L’homosexualité des détenues pose parfois des problèmes dans cette cohabitation obligatoire. Une (ex)détenue s’en est ouverte à nous, évoquant son incarcération dans une cellule occupée par un couple d’homosexuelles. Nous donnons ici quelques extraits de son interview. Son témoignage n’est pas exempt d’homophobie latente, il nous montre cependant comment de la gêne au harcèlement sexuel en passant par la jalousie, la détention collective entre femmes peut - aussi - donner naissance à des formes d’abus ; comment le harcèlement sexuel n’est pas l’apanage masculin. Mais, nous allons le découvrir, en dehors d’une homologie de termes, l’abus et le harcèlement entre femmes - du moins pour le seul exemple que nous avons recueilli - est peu comparable aux abus décrits dans la prison des hommes.

De la gêne_

" Il y a toujours une tierce personne au milieu du couple. Il n’y a pas de cellules de deux_ Donc c’est pratiquement_ il y a toujours la troisième qui se plaint, qui veut partir. Parce que c’est_ c’est vraiment le couple. Quand elles sont en cellule ensemble, c’est vraiment le couple. C’est un couple. C’est très difficile. Et même le langage c’est que... c’est parler que de ça_ (_) Elles éliminent les hommes hein, carrément ! Elles ne parlent jamais d’hommes.

I : Et quand elles parlent de sexualité, c’est de manière crue ?

X : Ah non non non ! Quand elles sont ensemble c’est_ très douces, très calmes, c’est les câlins, c’est... très gentil... On partage tout... Mais c’est la galère pour la troisième. Elles l’ignorent pratiquement. (_) Elles s’en foutent complètement ".

Des menaces :

" Alors, elle m’a dit : "si je te vois avec elle, attention, je t’éclate la tête, t’as pas intérêt de la toucher". Ou même ça arrive qu’elles se rendent jalouses en disant "ah t’as vu celle qui est avec moi, elle est mignonne hein ?!"... Des trucs comme ça quoi. "

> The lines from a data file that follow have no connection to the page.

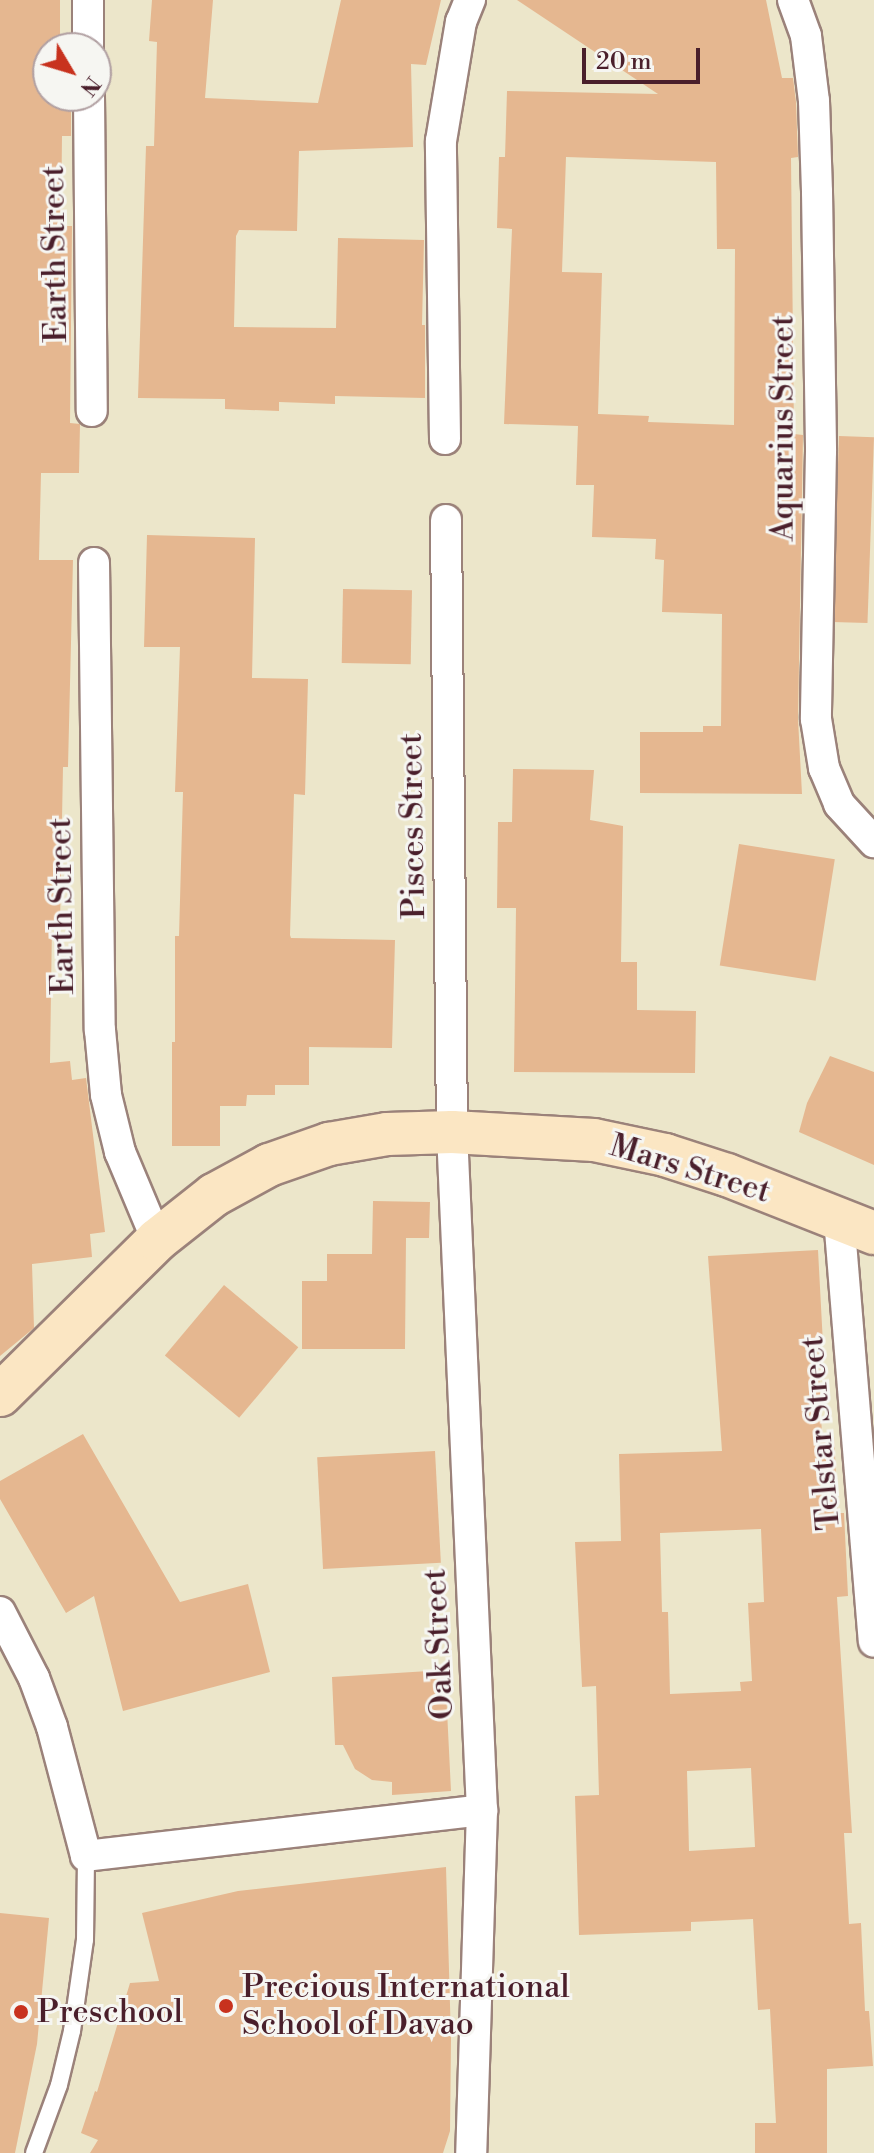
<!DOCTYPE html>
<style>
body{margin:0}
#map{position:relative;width:874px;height:2153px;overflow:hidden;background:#ece6ca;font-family:"Libre Bodoni",serif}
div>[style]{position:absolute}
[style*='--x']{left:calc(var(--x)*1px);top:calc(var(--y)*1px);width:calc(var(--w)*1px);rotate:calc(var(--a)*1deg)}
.building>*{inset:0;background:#e5b790;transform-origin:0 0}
.roads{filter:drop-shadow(2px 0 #9b827a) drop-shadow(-2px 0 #9b827a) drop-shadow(0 2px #9b827a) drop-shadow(0 -2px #9b827a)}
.lane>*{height:16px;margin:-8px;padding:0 8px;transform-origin:8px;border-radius:8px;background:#fff}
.street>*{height:30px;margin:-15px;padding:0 15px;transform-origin:15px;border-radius:15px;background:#fff}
.secondary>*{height:42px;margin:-21px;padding:0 21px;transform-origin:21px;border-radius:21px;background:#fbe6c3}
.dots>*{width:22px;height:22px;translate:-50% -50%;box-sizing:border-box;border:4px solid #f6f6f2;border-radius:50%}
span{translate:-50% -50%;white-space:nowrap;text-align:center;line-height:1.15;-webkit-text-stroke:6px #f6f6f2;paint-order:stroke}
.street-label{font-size:32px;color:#4a1f2b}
.poi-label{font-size:32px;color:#4a1f2b}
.left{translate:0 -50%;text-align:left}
.north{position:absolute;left:32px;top:32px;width:80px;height:80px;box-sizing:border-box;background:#f6f6f2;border:2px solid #b1a0a2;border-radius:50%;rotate:128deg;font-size:22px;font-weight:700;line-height:32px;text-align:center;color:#4a1f2b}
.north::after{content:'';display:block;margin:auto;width:28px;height:36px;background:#c8321e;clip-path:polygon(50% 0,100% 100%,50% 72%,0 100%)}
.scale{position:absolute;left:582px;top:48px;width:118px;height:36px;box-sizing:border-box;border:4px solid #4a1f2b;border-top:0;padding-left:10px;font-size:24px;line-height:28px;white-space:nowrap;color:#4a1f2b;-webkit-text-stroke:6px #f6f6f2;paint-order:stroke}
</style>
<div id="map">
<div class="building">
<i style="clip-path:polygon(0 0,60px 0,60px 48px,48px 48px,48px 96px,71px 96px,71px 136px,62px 136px,61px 226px,72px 226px,70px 423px,80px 424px,79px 473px,41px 473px,39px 560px,73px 560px,68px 767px,63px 767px,60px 924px,52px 924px,50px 1063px,70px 1061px,72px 1080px,86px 1078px,105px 1232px,90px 1234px,92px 1257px,32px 1264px,34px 1328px,0 1356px)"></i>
<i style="clip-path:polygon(152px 0,213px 0,205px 98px,318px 103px,341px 0,441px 0,426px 65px,411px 64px,413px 147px,299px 151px,297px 231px,239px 230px,236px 236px,234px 327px,336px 328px,338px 238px,424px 240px,422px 325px,425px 325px,425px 398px,335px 396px,335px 404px,279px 402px,279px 411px,225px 409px,225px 399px,138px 398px,146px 146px,154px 146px,157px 42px,149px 41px)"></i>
<i style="clip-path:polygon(evenodd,517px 0,766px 0,782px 78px,793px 78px,796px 102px,798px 157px,791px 158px,794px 434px,803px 435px,798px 719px,802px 794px,640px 793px,640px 732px,703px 732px,703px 726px,721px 726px,722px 614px,662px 612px,664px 560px,655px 559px,656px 539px,592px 537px,594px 485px,576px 485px,578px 426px,504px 424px,512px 229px,497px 228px,499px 157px,505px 157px,507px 91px,658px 94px,517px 0,566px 157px,716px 162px,717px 249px,735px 249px,734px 425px,648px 422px,649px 416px,598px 414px,602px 273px,562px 272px,566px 157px)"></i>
<i style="left:839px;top:436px;width:35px;height:186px;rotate:2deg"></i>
<i style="clip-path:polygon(147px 535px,255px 538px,252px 678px,308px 679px,305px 795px,294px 794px,290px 935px,291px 938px,395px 940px,392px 1048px,309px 1047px,309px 1085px,275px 1085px,275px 1095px,247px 1095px,246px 1106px,220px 1106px,220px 1146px,172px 1146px,172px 1042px,175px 1042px,175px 936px,179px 936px,183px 792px,175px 792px,180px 647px,144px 647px)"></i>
<i style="left:343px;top:589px;width:69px;height:74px;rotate:1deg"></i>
<i style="clip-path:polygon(513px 769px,594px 770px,590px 820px,623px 826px,621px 962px,637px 962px,637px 1010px,696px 1011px,695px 1073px,514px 1072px,516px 908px,497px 908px,498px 822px,512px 822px)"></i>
<i style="left:739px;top:844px;width:97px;height:123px;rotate:9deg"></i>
<i style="clip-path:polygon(830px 1056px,874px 1072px,874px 1165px,799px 1132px,807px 1103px)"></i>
<i style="clip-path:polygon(373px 1201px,430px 1202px,429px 1238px,406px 1238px,405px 1349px,302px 1349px,302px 1281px,327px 1281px,327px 1254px,372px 1254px)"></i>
<i style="clip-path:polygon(evenodd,818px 1250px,823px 1344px,818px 1345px,822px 1436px,834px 1436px,838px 1513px,844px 1513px,848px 1596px,837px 1597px,852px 1833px,844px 1833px,849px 1924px,861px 1923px,865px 2011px,869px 2011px,873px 2066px,827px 2069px,827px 2153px,755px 2153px,755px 2123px,776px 2123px,770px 2009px,758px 2010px,753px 1919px,691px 1922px,691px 1931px,579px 1935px,575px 1796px,599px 1795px,596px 1686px,582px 1687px,575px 1542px,621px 1541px,619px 1454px,722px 1451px,708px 1256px,818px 1250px,761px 1529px,764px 1602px,748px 1603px,752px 1681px,740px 1682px,741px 1691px,670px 1694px,668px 1612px,662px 1612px,660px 1533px,761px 1529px,818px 1250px,751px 1768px,755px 1847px,689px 1851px,687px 1771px,751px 1768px)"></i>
<i style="left:224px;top:1285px;width:97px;height:92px;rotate:40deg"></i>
<i style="clip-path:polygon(83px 1434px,180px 1602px,248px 1584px,270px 1672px,123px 1711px,94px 1596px,66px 1613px,0 1499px,0 1481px)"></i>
<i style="left:435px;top:1451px;width:112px;height:118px;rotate:87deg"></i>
<i style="clip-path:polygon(445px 1670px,451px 1791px,392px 1795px,392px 1782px,372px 1780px,355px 1769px,343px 1745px,335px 1745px,332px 1677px)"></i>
<i style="clip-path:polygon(446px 1867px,451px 2039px,450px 2131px,443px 2153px,90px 2153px,98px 2140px,81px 2133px,95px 2091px,97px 2092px,130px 1983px,159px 1981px,142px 1913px,238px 1891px)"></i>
<i style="clip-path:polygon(0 1913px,49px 1918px,37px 2044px,15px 2153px,0 2153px)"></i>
</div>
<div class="roads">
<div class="lane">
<i style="--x:34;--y:2153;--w:72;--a:-69.8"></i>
<i style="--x:59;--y:2085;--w:56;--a:-76.5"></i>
<i style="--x:72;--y:2031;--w:92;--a:-81.9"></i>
<i style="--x:85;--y:1940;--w:84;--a:-89.3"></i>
</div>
<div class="street">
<i style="--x:88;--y:0;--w:48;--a:90"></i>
<i style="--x:793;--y:0;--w:38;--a:70"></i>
<i style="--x:806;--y:36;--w:65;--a:83"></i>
<i style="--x:814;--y:101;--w:91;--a:88.1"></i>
<i style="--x:817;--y:192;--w:259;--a:89.1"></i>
<i style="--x:821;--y:451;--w:268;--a:91.1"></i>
<i style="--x:816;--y:719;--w:50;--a:80.7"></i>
<i style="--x:824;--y:768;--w:39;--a:67"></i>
<i style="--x:839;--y:804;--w:52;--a:47.4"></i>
<i style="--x:89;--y:96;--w:315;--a:89.5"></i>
<i style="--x:445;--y:439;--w:298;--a:-90.8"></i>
<i style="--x:441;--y:141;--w:121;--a:-80.5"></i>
<i style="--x:461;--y:22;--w:24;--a:-68"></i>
<i style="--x:446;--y:520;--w:612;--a:89.44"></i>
<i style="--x:452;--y:1132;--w:679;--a:87.47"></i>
<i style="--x:482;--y:1810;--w:343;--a:91.8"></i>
<i style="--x:94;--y:563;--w:467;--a:89.3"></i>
<i style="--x:100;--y:1030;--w:65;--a:84.7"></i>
<i style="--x:106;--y:1095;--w:59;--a:76.2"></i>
<i style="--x:120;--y:1152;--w:95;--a:67.2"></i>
<i style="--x:839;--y:1218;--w:425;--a:85.3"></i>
<i style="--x:0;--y:1612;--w:74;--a:62.7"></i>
<i style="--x:34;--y:1678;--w:52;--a:69.8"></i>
<i style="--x:52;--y:1727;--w:133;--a:75.2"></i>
<i style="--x:86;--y:1856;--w:399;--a:-6.6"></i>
</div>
<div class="secondary">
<i style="--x:0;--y:1395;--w:221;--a:-44.6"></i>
<i style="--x:157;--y:1240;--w:73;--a:-38.3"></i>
<i style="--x:214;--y:1195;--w:63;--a:-28.6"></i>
<i style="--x:269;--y:1165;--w:64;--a:-19.3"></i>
<i style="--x:329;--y:1144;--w:59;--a:-9.8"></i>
<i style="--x:387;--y:1134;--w:65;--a:-1.8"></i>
<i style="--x:452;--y:1132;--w:142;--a:3.2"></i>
<i style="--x:594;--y:1140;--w:73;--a:11.9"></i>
<i style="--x:665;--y:1155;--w:65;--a:17.9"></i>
<i style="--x:727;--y:1175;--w:158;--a:21.5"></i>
</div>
</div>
<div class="dots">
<i style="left:226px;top:2006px;background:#c8321e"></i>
<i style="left:21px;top:2012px;background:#c8321e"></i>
</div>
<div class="street-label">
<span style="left:55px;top:254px;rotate:-91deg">Earth Street</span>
<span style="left:783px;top:428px;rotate:-90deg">Aquarius Street</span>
<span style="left:413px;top:826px;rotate:-91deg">Pisces Street</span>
<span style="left:62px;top:906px;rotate:-91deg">Earth Street</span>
<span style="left:690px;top:1169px;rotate:17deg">Mars Street</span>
<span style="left:821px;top:1433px;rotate:-95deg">Telstar Street</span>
<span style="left:439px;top:1644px;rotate:-93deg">Oak Street</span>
</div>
<div class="poi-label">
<span class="left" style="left:242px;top:2006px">Precious International<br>School of Davao</span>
<span class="left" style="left:37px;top:2012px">Preschool</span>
</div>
<div class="north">N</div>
<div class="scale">20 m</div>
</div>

Parfois aussi du harcèlement sexuel_

" X : Pour les autres détenues c’est chiant. C’est chiant parce que_ ça arrive qu’on soit emmerdée, verbalement. Pas d’attouchements_ tout ça_ verbalement...

I : C’est-à-dire, vous avez des avances ?

X : Ouais des avances euh... Des avances vulgaires, des avances... Ouais des avances...

I : C’est dit comment ?

X : C’est cru_ Du style_, comme les hommes quand ils parlent dehors. Style "Tiens, je baiserais bien avec toi, tiens tu veux pas venir avec moi..." Du langage cru... (_) Une femme, ça parle pas comme ça. Et encore pas tous les hommes parlent comme ça hein, attention ! La racaille, la merde quoi... " (ex-détenue).

On le voit, la situation des femmes incarcérées en matière de sexualité n’a pas grand chose à voir avec celle des hommes. Quoique ces informations soient à relativiser du fait du peu de femmes qui se sont exprimées lors de cette étude, il semble évident que seuls les statuts différenciés de la sexualité féminine et de l’homophobie puissent expliquer ces différences. Les témoignages des hommes et des femmes nous offrent un bel exemple de l’asymétrie des constructions sociales des genres qui organisent, en prison comme ailleurs, les expériences masculines et féminines.